[[ Information supplied open ]]

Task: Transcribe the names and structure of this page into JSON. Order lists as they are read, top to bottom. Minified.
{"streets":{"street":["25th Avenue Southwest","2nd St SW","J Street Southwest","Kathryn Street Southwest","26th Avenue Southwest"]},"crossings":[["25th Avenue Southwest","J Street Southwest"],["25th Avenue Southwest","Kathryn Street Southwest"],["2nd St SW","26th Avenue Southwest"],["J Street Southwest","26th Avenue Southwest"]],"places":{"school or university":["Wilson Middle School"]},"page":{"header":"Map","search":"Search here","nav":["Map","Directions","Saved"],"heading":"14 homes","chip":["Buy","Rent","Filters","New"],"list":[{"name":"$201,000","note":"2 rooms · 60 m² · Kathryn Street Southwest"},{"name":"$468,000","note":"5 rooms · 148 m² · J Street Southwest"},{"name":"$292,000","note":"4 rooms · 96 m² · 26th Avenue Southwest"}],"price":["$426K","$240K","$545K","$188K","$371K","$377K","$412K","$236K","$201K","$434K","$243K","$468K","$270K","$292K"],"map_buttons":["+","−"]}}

[[ Information supplied closed ]]
[[ Information supplied open ]]

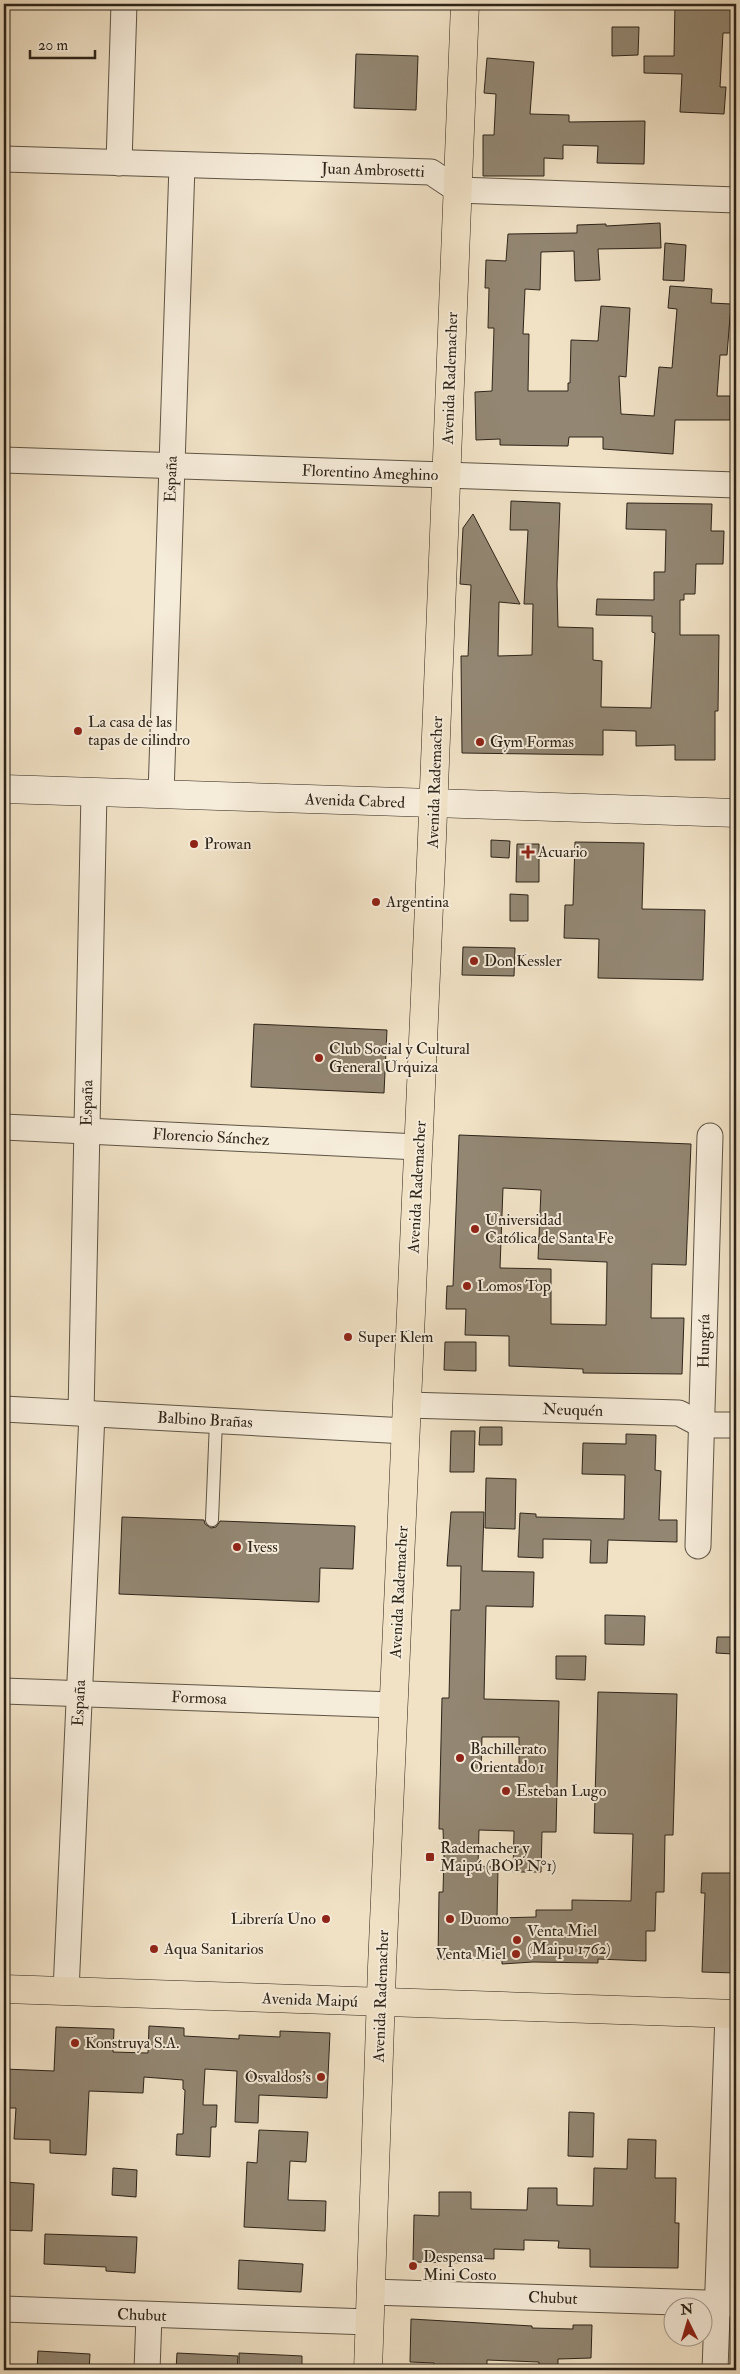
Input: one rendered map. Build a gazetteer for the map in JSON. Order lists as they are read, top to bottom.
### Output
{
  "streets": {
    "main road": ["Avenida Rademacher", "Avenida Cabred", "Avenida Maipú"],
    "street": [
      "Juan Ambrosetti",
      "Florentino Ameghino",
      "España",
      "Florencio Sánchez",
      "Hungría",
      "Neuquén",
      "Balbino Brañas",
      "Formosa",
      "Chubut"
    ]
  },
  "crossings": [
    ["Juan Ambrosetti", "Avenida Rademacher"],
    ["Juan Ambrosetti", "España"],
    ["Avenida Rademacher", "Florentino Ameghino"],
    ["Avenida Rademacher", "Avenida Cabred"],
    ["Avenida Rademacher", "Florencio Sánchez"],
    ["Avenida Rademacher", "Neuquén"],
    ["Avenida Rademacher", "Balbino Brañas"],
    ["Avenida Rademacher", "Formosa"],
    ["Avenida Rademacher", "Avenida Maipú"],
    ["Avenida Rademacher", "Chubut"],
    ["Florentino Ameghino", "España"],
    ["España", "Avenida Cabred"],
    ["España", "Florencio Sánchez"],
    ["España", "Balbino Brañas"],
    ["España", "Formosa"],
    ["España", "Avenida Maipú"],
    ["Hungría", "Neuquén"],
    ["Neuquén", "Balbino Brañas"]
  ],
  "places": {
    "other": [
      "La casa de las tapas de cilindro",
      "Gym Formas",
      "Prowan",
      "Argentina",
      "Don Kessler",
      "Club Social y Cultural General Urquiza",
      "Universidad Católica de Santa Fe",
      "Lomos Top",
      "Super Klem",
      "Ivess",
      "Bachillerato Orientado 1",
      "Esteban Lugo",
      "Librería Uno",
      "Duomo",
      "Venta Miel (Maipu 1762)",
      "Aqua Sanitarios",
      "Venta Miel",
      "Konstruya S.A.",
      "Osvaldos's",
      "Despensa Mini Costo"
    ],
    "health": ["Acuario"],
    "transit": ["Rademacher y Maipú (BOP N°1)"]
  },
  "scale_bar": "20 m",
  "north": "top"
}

[[ Information supplied closed ]]

Of the lines in the data, report each one containing the string "read".

Task: Transcribe the names and structure of this page into JSON. Order lists as they are read, top to bottom. Minified.
Input: one rendered map. Build a gazetteer for the map in JSON. Order lists as they are read, top to bottom.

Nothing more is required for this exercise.